# [Instructions to follow]
From the line containing "Quick job: Dump" down to the line containing "Transcribe the names and structure of the" in the records below, reproduce every line exactly, ends included, and omit all others.

# [Entries provided]
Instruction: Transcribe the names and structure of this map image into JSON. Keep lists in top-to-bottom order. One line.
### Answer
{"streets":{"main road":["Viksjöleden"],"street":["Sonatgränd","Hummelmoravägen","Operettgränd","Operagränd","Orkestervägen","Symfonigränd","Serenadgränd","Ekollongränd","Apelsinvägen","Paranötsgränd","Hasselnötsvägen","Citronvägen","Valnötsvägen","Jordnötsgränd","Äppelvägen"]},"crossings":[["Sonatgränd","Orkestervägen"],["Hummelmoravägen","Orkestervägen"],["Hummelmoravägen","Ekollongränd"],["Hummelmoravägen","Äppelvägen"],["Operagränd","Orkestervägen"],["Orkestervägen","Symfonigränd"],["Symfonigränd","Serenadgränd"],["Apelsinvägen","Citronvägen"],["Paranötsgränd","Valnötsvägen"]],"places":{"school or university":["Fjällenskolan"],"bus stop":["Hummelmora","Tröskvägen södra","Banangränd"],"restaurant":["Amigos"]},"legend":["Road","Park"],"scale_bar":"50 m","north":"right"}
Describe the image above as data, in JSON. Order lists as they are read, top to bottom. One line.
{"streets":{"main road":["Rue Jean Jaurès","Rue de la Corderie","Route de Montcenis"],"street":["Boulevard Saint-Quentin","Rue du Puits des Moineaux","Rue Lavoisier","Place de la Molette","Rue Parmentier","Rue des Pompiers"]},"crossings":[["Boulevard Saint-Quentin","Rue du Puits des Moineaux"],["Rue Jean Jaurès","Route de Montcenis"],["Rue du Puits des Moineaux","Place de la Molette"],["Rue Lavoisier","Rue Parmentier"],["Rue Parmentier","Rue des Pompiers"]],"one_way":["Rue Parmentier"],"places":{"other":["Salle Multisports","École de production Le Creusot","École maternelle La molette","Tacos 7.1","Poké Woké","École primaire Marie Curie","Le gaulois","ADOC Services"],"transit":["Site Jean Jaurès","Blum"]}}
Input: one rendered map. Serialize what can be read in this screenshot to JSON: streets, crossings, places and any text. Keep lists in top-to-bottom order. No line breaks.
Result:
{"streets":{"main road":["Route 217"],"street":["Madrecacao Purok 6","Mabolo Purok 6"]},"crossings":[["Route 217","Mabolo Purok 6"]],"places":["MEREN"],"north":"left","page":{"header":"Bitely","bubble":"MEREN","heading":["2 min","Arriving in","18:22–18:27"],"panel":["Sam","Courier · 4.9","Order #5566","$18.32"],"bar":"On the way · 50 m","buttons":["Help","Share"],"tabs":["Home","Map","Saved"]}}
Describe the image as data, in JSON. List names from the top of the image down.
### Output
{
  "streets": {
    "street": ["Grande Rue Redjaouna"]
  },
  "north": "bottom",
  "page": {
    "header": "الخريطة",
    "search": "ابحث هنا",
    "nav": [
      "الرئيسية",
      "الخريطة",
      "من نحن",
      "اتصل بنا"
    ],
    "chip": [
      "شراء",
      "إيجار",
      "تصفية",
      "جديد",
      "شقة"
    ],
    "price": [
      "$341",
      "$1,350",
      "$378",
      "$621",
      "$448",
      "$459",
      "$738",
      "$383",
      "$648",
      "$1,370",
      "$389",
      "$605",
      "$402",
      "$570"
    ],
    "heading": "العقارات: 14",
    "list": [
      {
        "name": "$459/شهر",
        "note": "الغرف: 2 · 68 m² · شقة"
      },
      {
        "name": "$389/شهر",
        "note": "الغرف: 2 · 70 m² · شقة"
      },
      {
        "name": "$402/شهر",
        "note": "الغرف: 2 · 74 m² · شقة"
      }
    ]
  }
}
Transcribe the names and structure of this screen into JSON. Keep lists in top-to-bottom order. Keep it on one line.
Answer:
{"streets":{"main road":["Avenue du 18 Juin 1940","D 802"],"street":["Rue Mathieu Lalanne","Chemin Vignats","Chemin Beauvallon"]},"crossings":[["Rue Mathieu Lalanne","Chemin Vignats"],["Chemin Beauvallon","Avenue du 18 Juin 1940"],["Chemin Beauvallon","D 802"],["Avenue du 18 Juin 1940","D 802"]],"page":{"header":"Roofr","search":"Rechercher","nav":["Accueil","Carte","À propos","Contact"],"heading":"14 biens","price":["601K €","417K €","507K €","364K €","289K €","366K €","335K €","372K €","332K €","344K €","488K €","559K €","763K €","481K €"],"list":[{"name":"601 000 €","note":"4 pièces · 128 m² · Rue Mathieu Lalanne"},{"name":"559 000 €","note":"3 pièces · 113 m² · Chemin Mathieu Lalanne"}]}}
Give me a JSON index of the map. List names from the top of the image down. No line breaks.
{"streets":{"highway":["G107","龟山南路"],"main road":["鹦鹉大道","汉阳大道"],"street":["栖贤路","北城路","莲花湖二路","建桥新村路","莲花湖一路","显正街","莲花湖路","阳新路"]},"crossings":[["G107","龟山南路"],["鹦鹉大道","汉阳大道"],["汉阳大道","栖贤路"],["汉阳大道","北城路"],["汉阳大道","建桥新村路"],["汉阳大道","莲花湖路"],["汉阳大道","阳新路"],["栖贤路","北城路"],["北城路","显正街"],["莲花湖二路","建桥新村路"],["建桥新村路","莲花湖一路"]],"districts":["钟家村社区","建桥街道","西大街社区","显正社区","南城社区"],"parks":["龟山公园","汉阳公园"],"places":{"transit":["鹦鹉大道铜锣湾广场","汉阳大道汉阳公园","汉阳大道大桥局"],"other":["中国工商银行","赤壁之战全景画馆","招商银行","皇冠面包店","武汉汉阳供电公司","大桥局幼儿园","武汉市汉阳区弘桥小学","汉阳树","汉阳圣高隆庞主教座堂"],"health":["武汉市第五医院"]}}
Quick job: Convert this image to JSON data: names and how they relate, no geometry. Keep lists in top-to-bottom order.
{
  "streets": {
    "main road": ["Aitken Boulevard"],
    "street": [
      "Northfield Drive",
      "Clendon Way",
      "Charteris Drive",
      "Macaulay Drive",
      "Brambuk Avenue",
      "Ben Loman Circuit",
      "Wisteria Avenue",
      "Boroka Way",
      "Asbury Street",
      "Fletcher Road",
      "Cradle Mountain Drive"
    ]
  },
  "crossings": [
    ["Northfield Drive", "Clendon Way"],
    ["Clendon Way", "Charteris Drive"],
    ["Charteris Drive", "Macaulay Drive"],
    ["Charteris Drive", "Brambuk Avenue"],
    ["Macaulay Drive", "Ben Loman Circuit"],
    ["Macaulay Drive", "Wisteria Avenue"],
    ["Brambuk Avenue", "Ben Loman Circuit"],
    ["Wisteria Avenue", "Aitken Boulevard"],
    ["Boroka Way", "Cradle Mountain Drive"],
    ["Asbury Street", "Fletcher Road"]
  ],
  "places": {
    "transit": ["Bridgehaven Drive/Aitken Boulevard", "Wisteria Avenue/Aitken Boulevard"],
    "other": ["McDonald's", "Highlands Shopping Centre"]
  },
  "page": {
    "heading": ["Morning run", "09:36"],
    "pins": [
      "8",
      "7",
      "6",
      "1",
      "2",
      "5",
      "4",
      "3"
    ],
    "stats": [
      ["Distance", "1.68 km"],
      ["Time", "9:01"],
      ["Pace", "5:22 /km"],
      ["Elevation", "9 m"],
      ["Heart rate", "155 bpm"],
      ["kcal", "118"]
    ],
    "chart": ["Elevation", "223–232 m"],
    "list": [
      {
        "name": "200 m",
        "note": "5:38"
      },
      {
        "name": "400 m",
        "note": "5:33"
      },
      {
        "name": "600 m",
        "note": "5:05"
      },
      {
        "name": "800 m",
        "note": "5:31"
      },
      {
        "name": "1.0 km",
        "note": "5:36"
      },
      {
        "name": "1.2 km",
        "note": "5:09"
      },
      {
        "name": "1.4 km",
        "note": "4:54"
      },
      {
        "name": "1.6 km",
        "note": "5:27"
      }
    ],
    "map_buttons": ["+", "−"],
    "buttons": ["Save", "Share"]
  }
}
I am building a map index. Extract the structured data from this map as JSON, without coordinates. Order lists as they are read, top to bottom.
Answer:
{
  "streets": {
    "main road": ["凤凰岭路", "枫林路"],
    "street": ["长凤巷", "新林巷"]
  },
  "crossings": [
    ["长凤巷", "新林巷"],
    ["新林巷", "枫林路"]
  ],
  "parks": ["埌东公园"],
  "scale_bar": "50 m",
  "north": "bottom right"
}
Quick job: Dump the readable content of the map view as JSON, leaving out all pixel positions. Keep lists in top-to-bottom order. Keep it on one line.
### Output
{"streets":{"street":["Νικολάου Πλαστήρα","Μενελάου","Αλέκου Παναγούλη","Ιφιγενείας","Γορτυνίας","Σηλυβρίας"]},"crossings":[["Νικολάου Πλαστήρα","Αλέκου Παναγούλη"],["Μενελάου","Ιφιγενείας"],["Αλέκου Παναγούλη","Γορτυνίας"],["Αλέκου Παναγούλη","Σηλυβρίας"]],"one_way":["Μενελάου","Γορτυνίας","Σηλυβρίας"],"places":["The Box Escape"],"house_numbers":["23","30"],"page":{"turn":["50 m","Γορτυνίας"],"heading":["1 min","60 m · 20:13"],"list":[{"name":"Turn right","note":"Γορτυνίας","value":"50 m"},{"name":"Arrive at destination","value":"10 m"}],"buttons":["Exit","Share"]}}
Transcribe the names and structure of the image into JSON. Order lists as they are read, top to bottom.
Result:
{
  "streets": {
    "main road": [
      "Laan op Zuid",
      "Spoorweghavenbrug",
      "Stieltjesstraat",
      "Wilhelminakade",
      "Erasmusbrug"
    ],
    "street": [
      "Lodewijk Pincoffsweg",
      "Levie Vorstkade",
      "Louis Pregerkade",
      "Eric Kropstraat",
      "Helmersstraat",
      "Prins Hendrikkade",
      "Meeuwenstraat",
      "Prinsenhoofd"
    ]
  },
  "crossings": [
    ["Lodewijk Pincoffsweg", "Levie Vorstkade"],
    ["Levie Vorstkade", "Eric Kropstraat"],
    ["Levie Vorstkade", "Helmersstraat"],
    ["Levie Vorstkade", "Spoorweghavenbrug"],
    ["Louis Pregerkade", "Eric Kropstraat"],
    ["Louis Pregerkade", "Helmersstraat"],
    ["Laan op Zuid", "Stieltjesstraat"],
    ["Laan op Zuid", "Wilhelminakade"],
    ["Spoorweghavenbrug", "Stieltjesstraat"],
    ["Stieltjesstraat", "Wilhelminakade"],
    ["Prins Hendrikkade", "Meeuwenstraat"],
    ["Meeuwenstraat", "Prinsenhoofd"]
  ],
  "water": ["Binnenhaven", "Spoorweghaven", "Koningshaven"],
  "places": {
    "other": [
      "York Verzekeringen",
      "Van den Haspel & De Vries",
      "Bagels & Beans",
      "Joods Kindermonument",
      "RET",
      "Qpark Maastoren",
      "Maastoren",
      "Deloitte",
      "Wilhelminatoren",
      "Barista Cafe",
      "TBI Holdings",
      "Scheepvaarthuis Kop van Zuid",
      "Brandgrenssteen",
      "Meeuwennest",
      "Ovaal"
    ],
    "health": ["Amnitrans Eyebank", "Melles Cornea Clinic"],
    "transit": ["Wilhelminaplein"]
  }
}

# [Result below]
Quick job: Dump the readable content of the map view as JSON, leaving out all pixel positions. Keep lists in top-to-bottom order. Keep it on one line.
### Output
{"streets":{"street":["Νικολάου Πλαστήρα","Μενελάου","Αλέκου Παναγούλη","Ιφιγενείας","Γορτυνίας","Σηλυβρίας"]},"crossings":[["Νικολάου Πλαστήρα","Αλέκου Παναγούλη"],["Μενελάου","Ιφιγενείας"],["Αλέκου Παναγούλη","Γορτυνίας"],["Αλέκου Παναγούλη","Σηλυβρίας"]],"one_way":["Μενελάου","Γορτυνίας","Σηλυβρίας"],"places":["The Box Escape"],"house_numbers":["23","30"],"page":{"turn":["50 m","Γορτυνίας"],"heading":["1 min","60 m · 20:13"],"list":[{"name":"Turn right","note":"Γορτυνίας","value":"50 m"},{"name":"Arrive at destination","value":"10 m"}],"buttons":["Exit","Share"]}}
Transcribe the names and structure of the image into JSON. Order lists as they are read, top to bottom.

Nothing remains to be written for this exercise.